Já me cuidam das entranhas
e me dão à terra.

5.4.12

Deus ama as aranhas

Há quem diga que as aranhas são, de todos os aracnídeos, artrópodes ou animais pequenos, de todos os campestres, urbanos ou desérticos, de todos os céfalos, bicéfalos ou acéfalos, bípedes, quadrúpedes ou polipedes, vegetarianos, carnívoros ou vampíricos entre até aqueles que fazem greve de fome, entre animais dos céus, colinas, rios, pântanos, vasos ou cantos de escada, entre inteligentes, "com dificuldades" ou desprovidos de toda e qualquer faculdade mental, entre todos os animais animados, tediosos ou irritantes, entre os seres que se multiplicam, reproduzem ou usam preservativos, entre os fantasiosos, míticos ou simplesmente irreais, machos, fêmeas, indecisos ou inexistentes, grandes, pequenos, gigantescos ou minúsculos, coloridos, retrô ou degra, maléficos, bondosos, culpados com ou sem dolo e até os inocentes - se existirem -, enfim, de todos os seres contidos ou não no Reino Animal, os mais asquerosos.
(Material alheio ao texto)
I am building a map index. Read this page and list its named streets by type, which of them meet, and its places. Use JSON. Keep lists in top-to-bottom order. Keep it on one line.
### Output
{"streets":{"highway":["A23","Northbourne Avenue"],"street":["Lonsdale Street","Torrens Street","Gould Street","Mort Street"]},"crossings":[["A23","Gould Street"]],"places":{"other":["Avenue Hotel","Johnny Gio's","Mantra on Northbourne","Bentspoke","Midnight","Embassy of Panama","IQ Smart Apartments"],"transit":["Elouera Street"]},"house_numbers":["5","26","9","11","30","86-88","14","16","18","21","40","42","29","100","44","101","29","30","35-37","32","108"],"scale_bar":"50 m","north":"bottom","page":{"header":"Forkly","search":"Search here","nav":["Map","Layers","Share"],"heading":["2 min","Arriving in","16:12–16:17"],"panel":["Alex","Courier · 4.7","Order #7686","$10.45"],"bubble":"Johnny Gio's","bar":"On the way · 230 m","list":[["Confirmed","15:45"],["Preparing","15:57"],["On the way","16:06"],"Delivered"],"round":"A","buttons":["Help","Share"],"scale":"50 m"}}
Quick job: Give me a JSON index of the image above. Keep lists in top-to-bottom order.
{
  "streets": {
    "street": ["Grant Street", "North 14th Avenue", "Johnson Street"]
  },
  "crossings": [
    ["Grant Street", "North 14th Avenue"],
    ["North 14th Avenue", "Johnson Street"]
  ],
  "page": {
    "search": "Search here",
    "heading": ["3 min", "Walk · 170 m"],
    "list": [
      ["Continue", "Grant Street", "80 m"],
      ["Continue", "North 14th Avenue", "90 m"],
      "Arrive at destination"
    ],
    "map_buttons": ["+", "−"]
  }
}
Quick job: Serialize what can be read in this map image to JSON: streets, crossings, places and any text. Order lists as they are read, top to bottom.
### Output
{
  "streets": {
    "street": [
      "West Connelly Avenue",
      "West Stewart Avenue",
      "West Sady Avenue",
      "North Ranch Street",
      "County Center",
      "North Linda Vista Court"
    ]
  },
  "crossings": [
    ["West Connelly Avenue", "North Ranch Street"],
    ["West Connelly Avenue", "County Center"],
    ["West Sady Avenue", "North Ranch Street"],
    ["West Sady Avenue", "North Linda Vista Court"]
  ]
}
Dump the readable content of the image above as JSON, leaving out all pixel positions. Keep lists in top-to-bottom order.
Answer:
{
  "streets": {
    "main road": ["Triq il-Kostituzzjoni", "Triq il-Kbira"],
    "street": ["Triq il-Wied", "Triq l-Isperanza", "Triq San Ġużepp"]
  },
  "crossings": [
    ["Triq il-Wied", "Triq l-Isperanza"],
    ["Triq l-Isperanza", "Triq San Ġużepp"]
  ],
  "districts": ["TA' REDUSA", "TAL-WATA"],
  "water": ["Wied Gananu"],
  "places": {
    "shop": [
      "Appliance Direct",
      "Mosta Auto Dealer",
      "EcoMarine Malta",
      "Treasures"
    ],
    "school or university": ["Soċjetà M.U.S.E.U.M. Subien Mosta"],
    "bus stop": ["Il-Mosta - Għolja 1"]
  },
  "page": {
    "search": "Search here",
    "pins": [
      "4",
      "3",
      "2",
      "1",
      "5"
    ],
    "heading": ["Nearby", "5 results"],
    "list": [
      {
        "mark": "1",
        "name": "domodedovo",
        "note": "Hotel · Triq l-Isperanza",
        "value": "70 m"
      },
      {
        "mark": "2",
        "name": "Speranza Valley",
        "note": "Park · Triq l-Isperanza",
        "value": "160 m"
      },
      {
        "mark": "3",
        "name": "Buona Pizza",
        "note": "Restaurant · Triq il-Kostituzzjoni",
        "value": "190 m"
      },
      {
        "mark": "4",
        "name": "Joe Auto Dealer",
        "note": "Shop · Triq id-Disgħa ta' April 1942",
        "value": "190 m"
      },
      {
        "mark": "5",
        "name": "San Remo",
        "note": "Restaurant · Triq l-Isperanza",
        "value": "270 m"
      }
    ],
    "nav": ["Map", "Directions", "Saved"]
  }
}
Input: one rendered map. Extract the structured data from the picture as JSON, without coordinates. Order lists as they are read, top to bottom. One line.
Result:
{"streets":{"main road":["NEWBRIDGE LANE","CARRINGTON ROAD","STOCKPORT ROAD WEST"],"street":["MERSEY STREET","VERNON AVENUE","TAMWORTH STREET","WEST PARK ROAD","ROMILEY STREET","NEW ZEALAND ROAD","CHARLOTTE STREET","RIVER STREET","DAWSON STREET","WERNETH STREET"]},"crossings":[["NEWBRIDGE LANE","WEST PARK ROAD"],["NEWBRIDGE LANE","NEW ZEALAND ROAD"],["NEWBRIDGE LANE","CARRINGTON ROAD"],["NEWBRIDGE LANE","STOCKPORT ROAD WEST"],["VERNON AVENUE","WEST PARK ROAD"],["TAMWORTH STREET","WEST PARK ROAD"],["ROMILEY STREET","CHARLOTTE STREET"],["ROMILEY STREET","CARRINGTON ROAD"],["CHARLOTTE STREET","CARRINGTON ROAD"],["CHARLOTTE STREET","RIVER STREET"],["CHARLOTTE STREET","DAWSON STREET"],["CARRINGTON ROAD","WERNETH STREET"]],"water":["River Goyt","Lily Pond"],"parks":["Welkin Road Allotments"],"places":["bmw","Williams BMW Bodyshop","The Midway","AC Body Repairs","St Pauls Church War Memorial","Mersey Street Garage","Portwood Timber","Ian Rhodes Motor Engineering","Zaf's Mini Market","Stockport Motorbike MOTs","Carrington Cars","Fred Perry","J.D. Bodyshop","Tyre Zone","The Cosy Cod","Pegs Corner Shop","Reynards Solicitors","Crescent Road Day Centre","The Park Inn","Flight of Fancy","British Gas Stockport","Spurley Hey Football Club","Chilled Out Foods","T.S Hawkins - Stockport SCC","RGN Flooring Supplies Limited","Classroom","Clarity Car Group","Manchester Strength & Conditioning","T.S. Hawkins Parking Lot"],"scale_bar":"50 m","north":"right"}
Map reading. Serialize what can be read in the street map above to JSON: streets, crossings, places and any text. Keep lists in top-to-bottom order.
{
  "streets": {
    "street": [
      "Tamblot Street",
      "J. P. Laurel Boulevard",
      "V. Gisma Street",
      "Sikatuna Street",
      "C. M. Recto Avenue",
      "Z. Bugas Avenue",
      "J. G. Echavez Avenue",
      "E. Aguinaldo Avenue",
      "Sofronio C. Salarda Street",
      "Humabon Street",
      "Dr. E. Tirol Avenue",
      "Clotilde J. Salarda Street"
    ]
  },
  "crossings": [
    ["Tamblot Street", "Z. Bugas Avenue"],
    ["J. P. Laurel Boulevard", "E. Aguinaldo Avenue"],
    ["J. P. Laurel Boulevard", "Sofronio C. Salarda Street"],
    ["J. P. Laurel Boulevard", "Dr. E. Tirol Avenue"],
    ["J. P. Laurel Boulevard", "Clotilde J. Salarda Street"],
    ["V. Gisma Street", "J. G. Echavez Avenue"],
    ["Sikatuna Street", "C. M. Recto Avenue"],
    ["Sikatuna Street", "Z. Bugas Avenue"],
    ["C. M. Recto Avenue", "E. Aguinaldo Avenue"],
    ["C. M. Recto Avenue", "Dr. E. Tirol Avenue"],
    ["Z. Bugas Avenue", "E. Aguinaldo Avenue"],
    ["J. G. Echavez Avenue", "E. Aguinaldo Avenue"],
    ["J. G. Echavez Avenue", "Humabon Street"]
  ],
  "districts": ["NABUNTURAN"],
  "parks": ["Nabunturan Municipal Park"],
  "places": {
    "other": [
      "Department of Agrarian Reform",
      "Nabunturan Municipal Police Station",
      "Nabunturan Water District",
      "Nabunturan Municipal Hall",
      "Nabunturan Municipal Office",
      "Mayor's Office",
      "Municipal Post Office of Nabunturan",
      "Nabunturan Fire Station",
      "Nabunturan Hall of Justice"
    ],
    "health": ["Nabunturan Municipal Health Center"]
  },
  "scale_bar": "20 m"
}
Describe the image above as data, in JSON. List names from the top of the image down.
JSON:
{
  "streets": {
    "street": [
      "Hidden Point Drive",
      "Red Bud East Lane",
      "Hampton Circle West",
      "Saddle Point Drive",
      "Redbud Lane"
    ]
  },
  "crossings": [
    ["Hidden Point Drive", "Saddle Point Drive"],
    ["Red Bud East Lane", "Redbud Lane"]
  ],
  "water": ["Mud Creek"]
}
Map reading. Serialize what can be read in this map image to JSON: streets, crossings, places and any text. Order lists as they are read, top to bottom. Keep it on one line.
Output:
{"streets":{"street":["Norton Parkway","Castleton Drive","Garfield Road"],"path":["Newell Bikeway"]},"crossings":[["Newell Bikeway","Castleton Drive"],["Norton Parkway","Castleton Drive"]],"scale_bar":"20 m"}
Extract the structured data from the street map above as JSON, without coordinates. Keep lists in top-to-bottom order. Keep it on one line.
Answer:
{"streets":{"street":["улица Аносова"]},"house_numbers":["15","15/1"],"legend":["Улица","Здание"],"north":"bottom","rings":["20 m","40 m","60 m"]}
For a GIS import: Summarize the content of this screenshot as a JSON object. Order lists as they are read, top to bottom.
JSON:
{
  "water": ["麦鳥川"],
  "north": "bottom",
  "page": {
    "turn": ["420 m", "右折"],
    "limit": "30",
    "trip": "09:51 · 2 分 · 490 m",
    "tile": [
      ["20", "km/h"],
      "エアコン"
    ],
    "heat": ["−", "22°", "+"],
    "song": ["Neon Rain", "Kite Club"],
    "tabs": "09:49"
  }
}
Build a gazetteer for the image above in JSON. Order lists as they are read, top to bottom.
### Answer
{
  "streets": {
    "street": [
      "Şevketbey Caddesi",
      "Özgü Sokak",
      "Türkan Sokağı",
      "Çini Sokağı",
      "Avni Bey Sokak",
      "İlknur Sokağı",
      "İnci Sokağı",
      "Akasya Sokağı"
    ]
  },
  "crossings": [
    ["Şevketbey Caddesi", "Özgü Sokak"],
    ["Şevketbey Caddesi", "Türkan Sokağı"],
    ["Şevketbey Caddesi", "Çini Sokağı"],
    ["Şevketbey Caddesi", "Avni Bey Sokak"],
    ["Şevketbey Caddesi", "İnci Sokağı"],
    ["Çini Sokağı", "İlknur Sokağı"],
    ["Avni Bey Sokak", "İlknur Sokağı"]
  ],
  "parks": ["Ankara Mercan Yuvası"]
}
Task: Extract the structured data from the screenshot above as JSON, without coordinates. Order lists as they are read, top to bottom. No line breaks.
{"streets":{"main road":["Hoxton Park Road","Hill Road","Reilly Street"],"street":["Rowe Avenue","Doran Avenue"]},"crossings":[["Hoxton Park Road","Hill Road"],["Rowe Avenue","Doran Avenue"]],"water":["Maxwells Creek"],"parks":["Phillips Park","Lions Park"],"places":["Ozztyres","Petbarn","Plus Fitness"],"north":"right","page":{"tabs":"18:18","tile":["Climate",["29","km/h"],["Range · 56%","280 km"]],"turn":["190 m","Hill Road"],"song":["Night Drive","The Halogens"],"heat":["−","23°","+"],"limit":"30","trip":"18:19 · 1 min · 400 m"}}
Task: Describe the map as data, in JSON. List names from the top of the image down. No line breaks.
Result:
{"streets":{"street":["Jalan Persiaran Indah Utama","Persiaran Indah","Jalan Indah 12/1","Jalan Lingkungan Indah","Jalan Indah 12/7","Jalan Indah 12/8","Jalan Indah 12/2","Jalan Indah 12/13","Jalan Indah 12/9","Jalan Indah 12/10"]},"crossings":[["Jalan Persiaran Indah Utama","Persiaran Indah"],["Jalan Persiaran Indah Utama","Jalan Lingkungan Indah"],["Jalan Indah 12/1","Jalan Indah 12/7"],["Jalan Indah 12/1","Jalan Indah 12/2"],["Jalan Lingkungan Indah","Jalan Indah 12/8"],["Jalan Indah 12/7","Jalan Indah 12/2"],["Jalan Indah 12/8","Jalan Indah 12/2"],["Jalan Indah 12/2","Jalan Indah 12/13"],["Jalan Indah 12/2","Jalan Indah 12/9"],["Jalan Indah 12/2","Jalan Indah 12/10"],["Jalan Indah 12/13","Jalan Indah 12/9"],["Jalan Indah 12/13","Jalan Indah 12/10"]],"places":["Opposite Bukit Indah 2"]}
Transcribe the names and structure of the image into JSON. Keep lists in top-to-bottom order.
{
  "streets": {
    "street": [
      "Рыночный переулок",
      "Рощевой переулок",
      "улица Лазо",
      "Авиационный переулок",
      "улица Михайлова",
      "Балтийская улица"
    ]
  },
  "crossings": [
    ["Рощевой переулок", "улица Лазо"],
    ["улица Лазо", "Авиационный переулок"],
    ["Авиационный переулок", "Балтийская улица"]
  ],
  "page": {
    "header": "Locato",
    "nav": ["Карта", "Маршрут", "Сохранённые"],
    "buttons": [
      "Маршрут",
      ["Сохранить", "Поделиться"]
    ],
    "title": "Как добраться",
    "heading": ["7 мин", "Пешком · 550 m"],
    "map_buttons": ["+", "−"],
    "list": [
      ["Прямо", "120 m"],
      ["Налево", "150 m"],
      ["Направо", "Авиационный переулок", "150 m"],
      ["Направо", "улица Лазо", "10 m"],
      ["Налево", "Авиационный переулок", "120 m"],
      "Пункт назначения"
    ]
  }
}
Mas por quê? Quem diria tamanha estupidez? Quem poluiria o grandioso mar de ideias do ar com tamanha insolência? Ou ainda, quem seria tão preconceituoso a este ponto?

Digam o que quiserem! Mas as aranhas são sim, de todos os aracnídeos, artrópodes ou animais pequenos, etc., etc., etc. os mais asqueroso. Diria até mais! - os mais repugnantes - oh, céus! Prendam-no!

Um momento, um momento... tenho provas - impossível! - não, tenho mesmo provas!
Vejam só, estes bichos asquerosos são mais do que desenhados para assim serem. Suas pernas, como todo artrópode, são divididas em uma série de articulações, mas retorcidas a um ponto de extremo incômodo. Partem do corpo para cima, invariavelmente, num ângulo invejável, mas caem bruscamente, desrespeitando toda lei física, estética, matemática e filosófica antes conhecida. Dobram-se mais, e contorcem, se contorcem até mergulhar oito pontas peludas no solo. Alguém já viu algum outro artrópode tão inconveniente? - as formigas... - não, nem continue! Poupo-lhe de usar tal argumento antes que se envergonhe. Olhe só para as formigas! Sim, suas pernas também tem articulações (como bem disse anteriormente, se tivesse prestado atenção), mas não se trata especificamente delas, mas da forma com que se comportam. As formigas, insetos tão admiráveis e dignos de respeito (não acredito que iria mesmo fazer tal comparação), ainda nos agraciam com algumas curvas. E se, porventura, tiverem no mínimo um ângulo reto, é porque lhes são permitidas devido ao seu intenso trabalho diário, coitadas. Voltando... agora ao céfalo-tórax. Que construção mais horrenda! Nem mesmo os monstros mais temerosos de Homero eram audaciosos a este ponto, sempre tiveram ao menos uma cabeça com uma mínima separação entre esta e o corpo. Mas imagine só, ou melhor, não imagine, veja como é intolerante esta forma, que junta tudo em um só, com seus inúmeros pares de olhos (para quê tantos?) e suas presas infalíveis. Sim, estas doloridas castigadoras, penetrando corpos, independente de seu tamanho, capazes de liquefazer todo o interior de uma pobre vítima e, sem respeito algum por sua alma, sugá-la! Sugá-la! E então, por fim, vem aquele abdômen, uma fábrica incessante de armadilhas e enganações, com insolúvel proporção, dando-nos a constante sensação de desequilíbrio. Este bicho, digo (e antes tenho de dizer que estou admirado pela falta de interrupções), foi todo feito para ser inadequado.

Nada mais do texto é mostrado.